Besides historians, only the sizeable part of the Dutch population with family ties to old Insulinde keeps its spirit alive. Besides the cuisine, and the annual pasar malam you will find in most cities, the flavours and fragrances of a world now gone have been preserved in the literature of the Netherlands. What is referred to as the Indische Letteren—or Indies Letters—is a well-curated part of Dutch literature looked after mostly by those who were originally born there.
However, this contains of course a coloured perspective, often drawing mostly from the experiences of a colonial upperclass that generally led privileged lives in their clean, well-staffed white villas. Attempts to portray the inlandse or native perspective are there—from the revolutionary Max Havelaar by Multatuli to the melancholic Oeroeg by the grande dame of the Indies Letters, Hella Haasse—but they remain colonial works.
After years of Dutch books, I therefore much enjoyed reading something from the Indonesian perspective. There is probably no better place to gain some understanding of the development of Indonesian nationalism than the literary masterpiece that is the Buru Quartet of Pramoedya Ananta Toer, who was until his dead perhaps Southeast Asia’s biggest chance for the Nobel prize. Born in 1925, this Indonesian nationalist suffered much in jail. He was first interred by the Dutch for anti-colonial sympathies, and later under Suharto for a much longer period because of suspected communist sympathies, and perhaps too much support for the Chinese-Indonesians.
In the labour camp on the rugged island of Buru where the military regime had put him, deliberately deprived of pen and paper, Toer wrote the first three of the four books in the tetralogy, composing orally. Fellow prisoners took on extra shifts to give him time, and saw to it that the voluminous tale was written down.

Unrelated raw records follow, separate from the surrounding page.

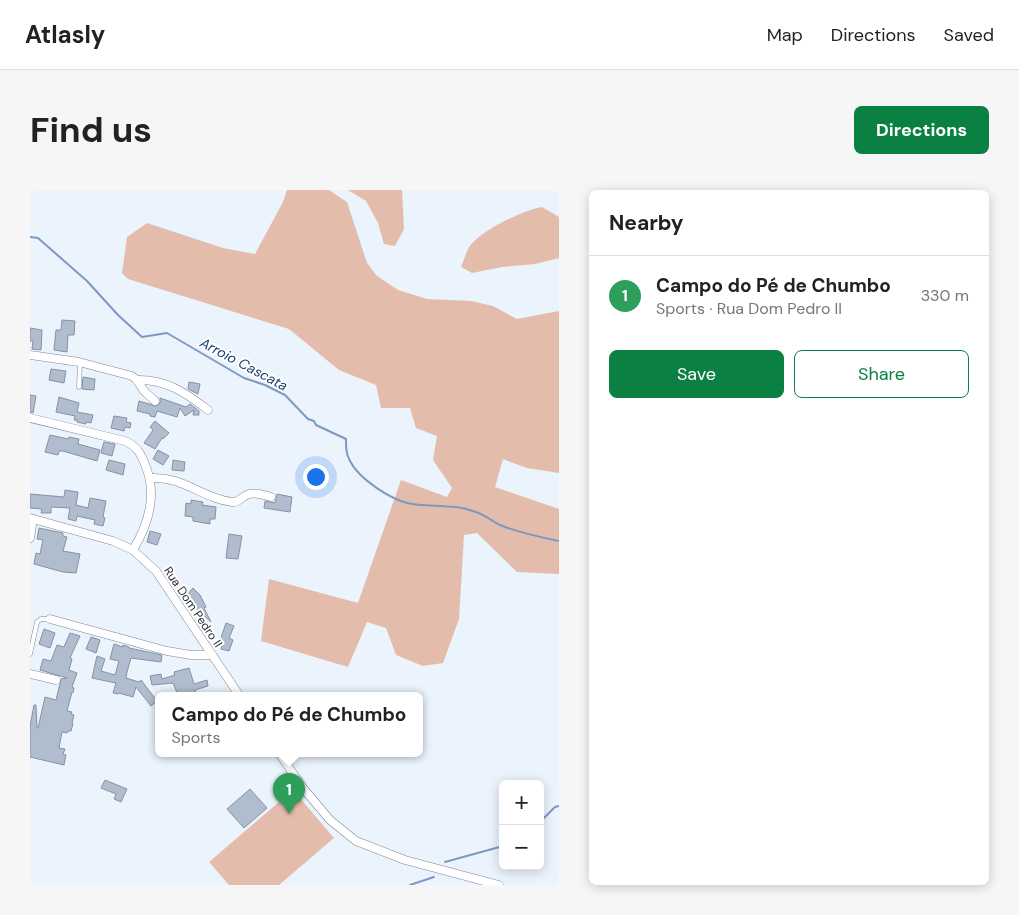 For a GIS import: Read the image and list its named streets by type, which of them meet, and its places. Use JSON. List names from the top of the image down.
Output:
{
  "streets": {
    "street": ["Rua Dom Pedro II"]
  },
  "water": ["Arroio Cascata"],
  "page": {
    "header": "Atlasly",
    "nav": ["Map", "Directions", "Saved"],
    "buttons": [
      "Directions",
      ["Save", "Share"]
    ],
    "title": "Find us",
    "heading": "Nearby",
    "list": [
      {
        "mark": "1",
        "name": "Campo do Pé de Chumbo",
        "note": "Sports · Rua Dom Pedro II",
        "value": "330 m"
      }
    ],
    "popup": ["Campo do Pé de Chumbo", "Sports"],
    "pins": "1",
    "map_buttons": ["+", "−"]
  }
} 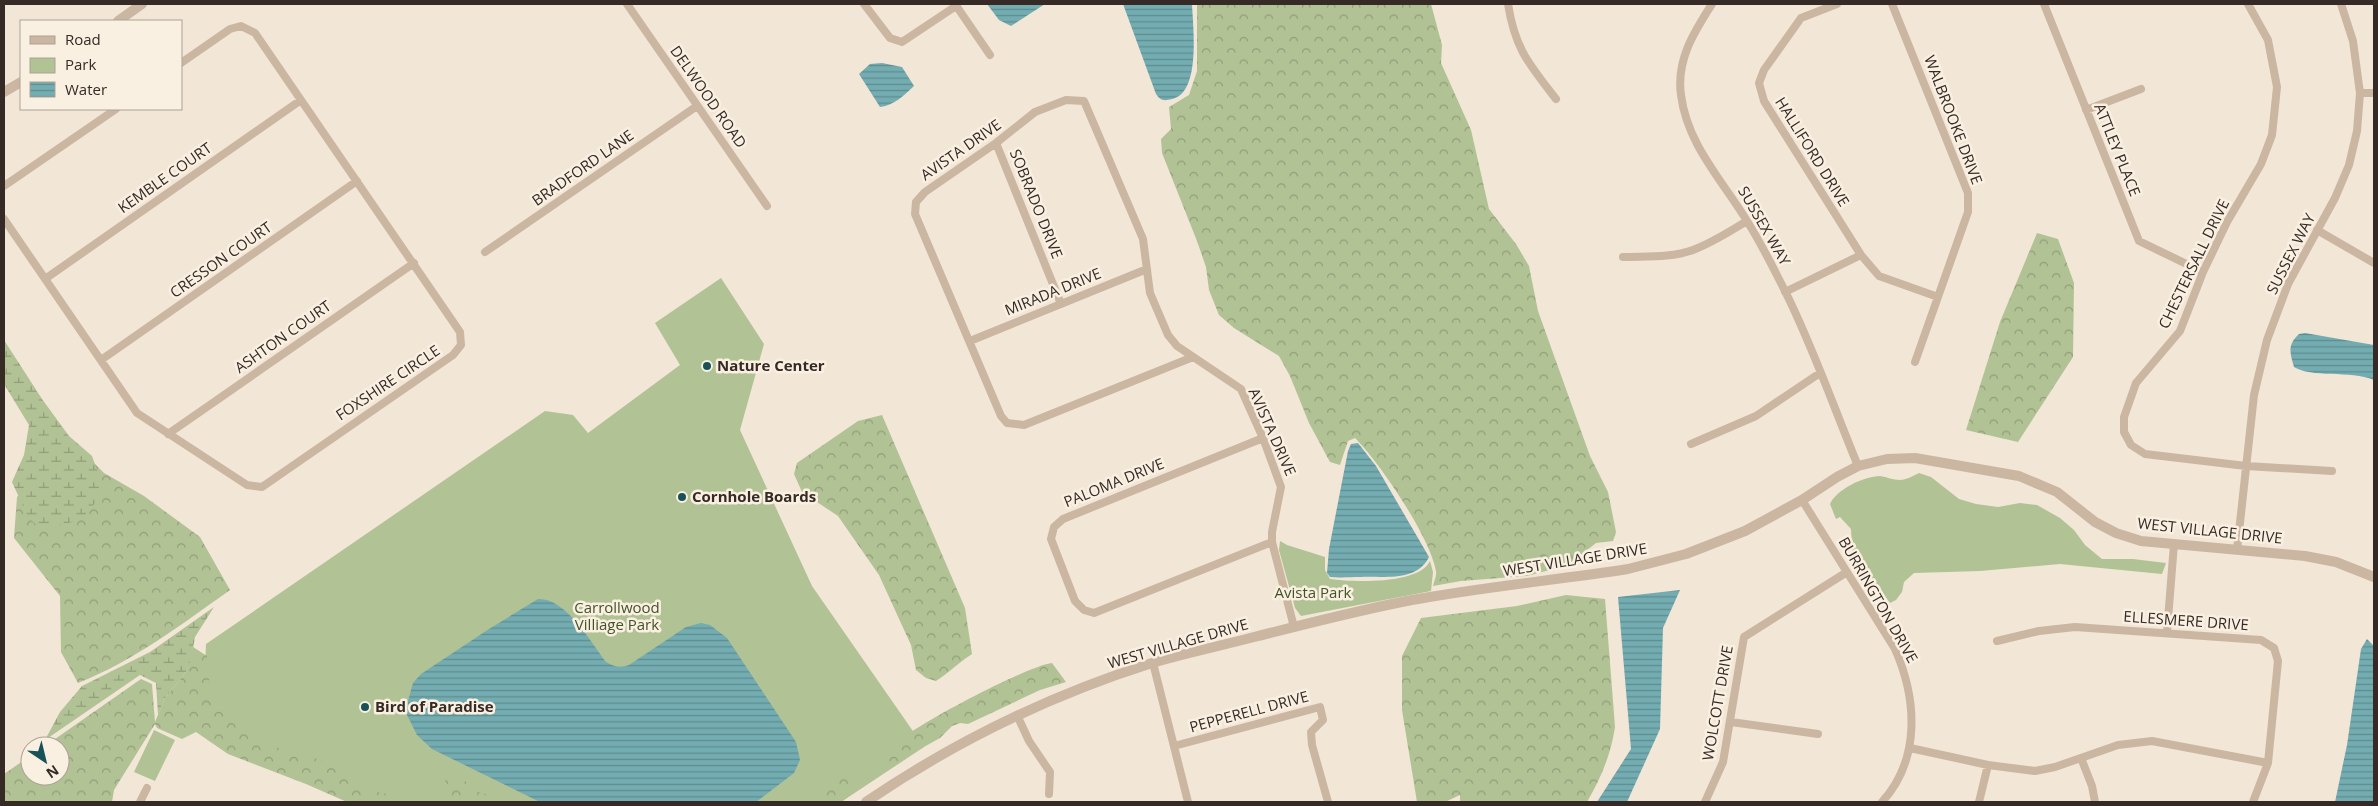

They would finally be published in the eighties, then officially still banned in Indonesia itself.
I want to talk about the first book, because so far that is the only one I have read, in the Dutch translation, a few years back already. It is an incredibly interesting tale and I would recommend everyone interested in Indonesia’s modern history or literature to read it.
This Earth of Mankind (Bumi Manusia) to someone with an experience with the Indies Letters at first reads almost like another book from that genre, especially in the Dutch translation. The setting is familiar, the hierarchies and roles of the different races are all there. The main character is one of the rare none-whites admitted to the prestigious HBS-level secondary school, just like the eponymous main character of Haasse’s Oeroeg. The Dutch still have the absolute certainty of the correctness of their views and position that was typical of pre-Second World War Europeans. A mysterious Chinese baba runs the nearby brothel. The native rulers are as self-centred and inept as always.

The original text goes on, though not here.